**WHAT IS REQUIRED**
If a line of the data below holds the word "rail", list it.

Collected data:
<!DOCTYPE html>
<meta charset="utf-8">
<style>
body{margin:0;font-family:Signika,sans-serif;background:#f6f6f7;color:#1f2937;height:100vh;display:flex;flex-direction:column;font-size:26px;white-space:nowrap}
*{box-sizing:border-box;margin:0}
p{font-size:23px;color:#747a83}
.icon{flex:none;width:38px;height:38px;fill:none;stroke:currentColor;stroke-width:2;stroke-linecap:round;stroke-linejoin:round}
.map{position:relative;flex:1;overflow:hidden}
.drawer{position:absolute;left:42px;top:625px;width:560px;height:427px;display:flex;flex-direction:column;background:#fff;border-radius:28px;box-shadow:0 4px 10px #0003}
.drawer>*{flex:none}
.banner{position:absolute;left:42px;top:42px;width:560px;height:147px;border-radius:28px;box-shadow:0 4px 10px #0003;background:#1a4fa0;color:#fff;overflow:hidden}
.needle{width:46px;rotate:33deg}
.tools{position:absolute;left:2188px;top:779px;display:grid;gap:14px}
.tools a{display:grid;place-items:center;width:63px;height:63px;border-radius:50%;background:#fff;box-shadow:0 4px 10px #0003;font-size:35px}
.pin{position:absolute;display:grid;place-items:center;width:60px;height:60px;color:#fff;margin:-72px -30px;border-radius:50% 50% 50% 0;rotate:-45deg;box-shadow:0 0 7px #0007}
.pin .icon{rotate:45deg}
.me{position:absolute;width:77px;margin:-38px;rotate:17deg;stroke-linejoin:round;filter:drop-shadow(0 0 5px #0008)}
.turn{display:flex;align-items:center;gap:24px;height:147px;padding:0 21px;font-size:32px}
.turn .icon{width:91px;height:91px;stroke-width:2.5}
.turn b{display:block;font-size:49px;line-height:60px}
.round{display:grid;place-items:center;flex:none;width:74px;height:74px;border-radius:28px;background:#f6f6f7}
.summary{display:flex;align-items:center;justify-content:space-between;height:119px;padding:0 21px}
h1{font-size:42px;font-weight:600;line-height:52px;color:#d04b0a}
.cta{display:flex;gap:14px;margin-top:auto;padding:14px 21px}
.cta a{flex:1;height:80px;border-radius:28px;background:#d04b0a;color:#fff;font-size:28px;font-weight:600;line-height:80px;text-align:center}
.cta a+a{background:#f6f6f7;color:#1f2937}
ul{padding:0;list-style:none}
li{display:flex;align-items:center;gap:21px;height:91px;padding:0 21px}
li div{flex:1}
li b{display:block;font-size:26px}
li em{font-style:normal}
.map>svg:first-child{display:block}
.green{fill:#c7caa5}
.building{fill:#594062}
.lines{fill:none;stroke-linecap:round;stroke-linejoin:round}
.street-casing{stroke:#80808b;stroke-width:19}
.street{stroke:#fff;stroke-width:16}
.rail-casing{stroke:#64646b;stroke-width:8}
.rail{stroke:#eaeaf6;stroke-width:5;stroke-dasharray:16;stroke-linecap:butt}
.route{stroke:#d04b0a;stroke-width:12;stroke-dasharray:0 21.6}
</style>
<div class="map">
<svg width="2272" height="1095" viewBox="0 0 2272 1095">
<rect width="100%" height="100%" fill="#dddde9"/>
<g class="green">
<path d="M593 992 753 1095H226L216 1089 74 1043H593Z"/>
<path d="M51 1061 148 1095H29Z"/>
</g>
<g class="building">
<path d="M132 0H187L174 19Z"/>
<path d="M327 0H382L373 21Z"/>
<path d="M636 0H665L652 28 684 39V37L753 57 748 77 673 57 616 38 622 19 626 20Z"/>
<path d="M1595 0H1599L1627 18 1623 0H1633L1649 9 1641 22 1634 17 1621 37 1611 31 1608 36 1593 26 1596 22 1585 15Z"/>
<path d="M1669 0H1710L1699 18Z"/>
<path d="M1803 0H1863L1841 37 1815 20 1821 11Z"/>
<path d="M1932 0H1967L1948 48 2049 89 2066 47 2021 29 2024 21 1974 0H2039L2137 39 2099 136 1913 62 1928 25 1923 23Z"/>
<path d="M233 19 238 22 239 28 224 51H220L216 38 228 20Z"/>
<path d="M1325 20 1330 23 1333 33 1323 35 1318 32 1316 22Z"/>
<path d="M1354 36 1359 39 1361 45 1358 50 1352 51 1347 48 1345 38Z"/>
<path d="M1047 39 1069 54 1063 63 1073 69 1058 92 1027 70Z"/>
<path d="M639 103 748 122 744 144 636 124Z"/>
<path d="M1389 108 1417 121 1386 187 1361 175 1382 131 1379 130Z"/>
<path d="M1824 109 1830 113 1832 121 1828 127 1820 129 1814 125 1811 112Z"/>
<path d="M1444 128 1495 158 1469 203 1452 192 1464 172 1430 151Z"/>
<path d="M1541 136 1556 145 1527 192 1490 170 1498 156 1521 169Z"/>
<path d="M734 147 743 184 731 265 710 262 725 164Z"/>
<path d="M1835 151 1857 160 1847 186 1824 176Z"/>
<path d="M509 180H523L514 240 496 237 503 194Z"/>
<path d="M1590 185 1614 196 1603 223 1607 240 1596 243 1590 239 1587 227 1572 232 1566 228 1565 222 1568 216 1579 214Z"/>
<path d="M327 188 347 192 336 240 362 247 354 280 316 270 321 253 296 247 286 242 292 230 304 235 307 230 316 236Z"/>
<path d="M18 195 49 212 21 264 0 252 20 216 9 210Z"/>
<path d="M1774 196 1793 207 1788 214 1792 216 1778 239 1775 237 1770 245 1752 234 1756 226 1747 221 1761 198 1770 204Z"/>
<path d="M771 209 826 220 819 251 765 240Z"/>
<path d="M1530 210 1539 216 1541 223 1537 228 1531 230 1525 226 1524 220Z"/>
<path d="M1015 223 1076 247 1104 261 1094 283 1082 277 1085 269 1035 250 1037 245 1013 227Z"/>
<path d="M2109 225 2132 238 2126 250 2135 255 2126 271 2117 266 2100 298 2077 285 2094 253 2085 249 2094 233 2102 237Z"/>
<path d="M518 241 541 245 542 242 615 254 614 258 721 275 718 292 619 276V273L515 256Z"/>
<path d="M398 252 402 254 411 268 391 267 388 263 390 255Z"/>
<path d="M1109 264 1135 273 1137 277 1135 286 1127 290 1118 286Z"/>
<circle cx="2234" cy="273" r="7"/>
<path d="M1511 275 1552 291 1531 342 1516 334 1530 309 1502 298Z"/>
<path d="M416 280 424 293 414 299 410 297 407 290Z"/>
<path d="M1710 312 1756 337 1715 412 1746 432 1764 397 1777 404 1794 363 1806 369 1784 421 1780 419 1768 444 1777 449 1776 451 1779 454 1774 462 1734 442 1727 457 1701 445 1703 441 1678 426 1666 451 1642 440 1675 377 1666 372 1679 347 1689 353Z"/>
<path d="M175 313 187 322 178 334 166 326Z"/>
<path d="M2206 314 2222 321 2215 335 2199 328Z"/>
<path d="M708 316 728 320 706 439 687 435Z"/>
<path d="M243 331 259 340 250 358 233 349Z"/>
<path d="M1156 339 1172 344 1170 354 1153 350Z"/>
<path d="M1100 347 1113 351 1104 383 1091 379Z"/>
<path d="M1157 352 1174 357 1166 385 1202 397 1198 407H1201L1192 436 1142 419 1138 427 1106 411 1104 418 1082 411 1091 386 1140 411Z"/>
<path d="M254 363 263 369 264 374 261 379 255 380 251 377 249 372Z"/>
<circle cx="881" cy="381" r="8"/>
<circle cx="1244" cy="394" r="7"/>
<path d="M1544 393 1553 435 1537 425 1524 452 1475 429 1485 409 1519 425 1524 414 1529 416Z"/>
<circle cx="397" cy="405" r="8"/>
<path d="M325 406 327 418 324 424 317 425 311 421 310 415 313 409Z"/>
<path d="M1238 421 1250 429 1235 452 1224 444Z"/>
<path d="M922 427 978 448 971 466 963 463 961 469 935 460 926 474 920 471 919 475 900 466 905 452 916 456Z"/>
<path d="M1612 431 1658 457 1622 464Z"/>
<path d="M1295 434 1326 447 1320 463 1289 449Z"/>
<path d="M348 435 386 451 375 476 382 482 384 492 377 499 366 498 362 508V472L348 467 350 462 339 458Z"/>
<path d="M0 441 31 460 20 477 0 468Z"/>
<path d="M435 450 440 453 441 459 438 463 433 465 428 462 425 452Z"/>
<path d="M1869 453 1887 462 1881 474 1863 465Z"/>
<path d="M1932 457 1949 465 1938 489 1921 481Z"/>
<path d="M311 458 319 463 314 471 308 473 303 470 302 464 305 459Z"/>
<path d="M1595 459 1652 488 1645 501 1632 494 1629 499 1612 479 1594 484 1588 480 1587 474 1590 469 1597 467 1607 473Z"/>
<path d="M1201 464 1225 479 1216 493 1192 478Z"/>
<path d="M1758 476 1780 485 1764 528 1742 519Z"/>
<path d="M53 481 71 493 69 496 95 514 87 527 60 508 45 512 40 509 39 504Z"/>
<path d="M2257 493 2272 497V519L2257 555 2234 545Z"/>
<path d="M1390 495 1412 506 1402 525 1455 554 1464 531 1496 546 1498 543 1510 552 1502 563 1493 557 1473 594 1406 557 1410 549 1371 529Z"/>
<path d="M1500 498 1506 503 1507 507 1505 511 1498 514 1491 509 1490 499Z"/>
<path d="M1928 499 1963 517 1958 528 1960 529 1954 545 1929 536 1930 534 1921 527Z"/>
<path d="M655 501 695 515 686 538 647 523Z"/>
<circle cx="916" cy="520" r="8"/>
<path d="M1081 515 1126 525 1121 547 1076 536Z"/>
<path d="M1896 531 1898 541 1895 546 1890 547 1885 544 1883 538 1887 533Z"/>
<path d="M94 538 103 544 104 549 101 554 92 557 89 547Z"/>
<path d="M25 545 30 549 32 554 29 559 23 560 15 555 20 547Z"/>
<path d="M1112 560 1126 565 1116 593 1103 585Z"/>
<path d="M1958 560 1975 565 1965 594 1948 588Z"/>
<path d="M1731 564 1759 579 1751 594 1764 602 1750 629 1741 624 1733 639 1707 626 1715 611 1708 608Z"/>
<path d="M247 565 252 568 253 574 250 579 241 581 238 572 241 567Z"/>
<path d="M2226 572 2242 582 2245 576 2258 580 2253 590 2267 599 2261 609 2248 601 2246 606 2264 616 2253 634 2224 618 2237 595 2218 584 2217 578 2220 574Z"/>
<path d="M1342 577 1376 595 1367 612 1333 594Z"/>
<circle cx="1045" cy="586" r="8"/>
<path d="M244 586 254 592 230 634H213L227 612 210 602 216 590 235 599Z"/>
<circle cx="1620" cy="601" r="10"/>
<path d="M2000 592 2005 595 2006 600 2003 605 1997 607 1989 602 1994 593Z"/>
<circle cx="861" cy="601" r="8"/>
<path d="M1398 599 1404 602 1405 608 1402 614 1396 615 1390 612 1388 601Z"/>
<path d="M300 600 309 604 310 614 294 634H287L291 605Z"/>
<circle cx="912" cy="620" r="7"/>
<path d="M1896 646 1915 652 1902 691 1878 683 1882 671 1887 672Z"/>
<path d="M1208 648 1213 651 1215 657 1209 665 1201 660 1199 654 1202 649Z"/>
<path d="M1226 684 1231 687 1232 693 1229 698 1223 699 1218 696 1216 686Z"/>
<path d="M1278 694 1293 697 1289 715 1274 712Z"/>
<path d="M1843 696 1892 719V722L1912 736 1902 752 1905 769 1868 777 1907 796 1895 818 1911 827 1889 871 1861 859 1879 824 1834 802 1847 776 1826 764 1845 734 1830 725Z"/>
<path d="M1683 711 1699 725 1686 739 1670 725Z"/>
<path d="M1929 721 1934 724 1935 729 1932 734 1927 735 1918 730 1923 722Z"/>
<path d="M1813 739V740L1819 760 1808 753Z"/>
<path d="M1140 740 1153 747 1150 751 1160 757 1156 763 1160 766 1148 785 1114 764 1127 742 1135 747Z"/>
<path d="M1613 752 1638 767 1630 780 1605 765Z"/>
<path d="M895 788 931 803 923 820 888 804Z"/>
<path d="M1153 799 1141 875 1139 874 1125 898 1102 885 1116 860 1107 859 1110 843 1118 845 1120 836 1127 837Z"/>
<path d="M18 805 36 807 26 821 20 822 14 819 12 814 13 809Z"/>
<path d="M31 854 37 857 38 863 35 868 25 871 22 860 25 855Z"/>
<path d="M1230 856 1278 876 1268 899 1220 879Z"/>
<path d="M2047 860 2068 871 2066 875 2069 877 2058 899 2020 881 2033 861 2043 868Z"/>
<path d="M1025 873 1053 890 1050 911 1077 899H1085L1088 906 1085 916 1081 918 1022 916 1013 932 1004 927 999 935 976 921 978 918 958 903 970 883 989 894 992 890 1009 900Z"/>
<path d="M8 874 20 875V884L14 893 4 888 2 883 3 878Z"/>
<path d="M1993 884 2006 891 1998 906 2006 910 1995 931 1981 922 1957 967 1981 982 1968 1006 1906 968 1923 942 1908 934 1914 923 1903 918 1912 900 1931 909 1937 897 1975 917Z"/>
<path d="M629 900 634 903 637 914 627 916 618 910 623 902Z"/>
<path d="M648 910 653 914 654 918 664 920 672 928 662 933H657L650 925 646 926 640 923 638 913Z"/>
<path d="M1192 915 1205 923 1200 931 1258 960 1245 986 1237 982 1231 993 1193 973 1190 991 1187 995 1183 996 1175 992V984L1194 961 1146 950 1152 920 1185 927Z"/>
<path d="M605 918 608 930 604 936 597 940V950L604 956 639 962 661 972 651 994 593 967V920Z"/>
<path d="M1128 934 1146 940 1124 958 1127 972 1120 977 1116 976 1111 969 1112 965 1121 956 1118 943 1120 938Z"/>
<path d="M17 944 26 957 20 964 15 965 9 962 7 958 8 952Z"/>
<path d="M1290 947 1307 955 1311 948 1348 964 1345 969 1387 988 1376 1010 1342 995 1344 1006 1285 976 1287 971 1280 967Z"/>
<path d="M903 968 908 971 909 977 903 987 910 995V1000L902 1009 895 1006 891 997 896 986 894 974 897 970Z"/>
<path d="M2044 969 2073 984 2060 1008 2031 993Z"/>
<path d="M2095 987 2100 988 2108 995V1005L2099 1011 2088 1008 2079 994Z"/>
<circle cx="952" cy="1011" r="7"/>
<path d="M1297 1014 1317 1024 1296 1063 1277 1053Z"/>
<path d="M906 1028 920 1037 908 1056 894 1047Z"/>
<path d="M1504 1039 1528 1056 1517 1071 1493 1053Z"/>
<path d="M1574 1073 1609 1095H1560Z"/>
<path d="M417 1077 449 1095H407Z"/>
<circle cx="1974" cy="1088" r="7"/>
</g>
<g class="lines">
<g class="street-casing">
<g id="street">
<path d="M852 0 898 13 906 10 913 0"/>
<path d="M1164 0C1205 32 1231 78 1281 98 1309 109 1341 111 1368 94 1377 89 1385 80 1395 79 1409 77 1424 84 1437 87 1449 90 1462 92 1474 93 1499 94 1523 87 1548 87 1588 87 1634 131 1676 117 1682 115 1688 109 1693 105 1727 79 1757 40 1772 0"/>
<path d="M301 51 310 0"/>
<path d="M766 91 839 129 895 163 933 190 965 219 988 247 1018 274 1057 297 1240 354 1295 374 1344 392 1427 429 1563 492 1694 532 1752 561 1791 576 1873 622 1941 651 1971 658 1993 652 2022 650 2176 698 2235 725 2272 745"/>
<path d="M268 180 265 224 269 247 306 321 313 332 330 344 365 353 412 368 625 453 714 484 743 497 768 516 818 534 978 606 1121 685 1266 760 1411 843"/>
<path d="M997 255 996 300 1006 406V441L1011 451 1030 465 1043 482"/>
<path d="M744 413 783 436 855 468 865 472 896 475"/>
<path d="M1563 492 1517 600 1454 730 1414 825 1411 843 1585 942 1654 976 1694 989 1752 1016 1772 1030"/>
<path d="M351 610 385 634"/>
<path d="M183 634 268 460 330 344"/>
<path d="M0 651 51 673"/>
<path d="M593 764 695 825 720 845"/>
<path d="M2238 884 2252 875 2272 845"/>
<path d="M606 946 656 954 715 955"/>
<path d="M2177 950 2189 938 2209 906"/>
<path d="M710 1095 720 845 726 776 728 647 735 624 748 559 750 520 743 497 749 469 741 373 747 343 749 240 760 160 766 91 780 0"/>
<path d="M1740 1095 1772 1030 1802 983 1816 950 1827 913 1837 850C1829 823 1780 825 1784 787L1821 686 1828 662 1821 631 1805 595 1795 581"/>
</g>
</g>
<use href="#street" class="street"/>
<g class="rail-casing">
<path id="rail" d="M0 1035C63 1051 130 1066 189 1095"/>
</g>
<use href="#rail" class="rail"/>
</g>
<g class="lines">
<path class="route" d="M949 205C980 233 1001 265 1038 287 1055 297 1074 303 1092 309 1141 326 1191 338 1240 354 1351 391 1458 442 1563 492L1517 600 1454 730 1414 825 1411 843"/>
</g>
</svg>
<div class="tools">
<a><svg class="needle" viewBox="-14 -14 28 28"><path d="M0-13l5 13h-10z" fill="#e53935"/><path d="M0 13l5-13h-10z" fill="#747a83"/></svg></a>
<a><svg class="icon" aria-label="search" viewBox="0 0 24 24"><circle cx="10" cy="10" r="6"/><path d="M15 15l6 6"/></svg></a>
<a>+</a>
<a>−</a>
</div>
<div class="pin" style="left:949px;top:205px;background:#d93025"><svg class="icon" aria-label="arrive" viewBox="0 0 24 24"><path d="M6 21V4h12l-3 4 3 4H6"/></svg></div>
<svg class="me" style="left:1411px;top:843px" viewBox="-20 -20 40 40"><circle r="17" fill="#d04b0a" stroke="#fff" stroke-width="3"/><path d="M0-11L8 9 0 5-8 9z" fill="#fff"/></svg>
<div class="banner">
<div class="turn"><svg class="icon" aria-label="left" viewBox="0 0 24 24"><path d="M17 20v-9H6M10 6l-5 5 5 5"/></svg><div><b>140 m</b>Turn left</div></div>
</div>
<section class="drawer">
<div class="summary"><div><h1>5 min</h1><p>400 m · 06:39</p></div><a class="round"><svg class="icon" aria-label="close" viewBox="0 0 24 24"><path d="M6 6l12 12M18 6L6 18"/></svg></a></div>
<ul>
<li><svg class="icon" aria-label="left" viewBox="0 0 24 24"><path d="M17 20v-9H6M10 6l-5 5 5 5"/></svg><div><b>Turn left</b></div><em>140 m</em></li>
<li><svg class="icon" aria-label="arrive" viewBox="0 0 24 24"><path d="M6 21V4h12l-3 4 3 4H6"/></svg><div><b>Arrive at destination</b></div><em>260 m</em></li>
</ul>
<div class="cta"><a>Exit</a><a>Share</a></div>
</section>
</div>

**SOLVED PROBLEM**
.rail-casing{stroke:#64646b;stroke-width:8}
.rail{stroke:#eaeaf6;stroke-width:5;stroke-dasharray:16;stroke-linecap:butt}
<g class="rail-casing">
<path id="rail" d="M0 1035C63 1051 130 1066 189 1095"/>
<use href="#rail" class="rail"/>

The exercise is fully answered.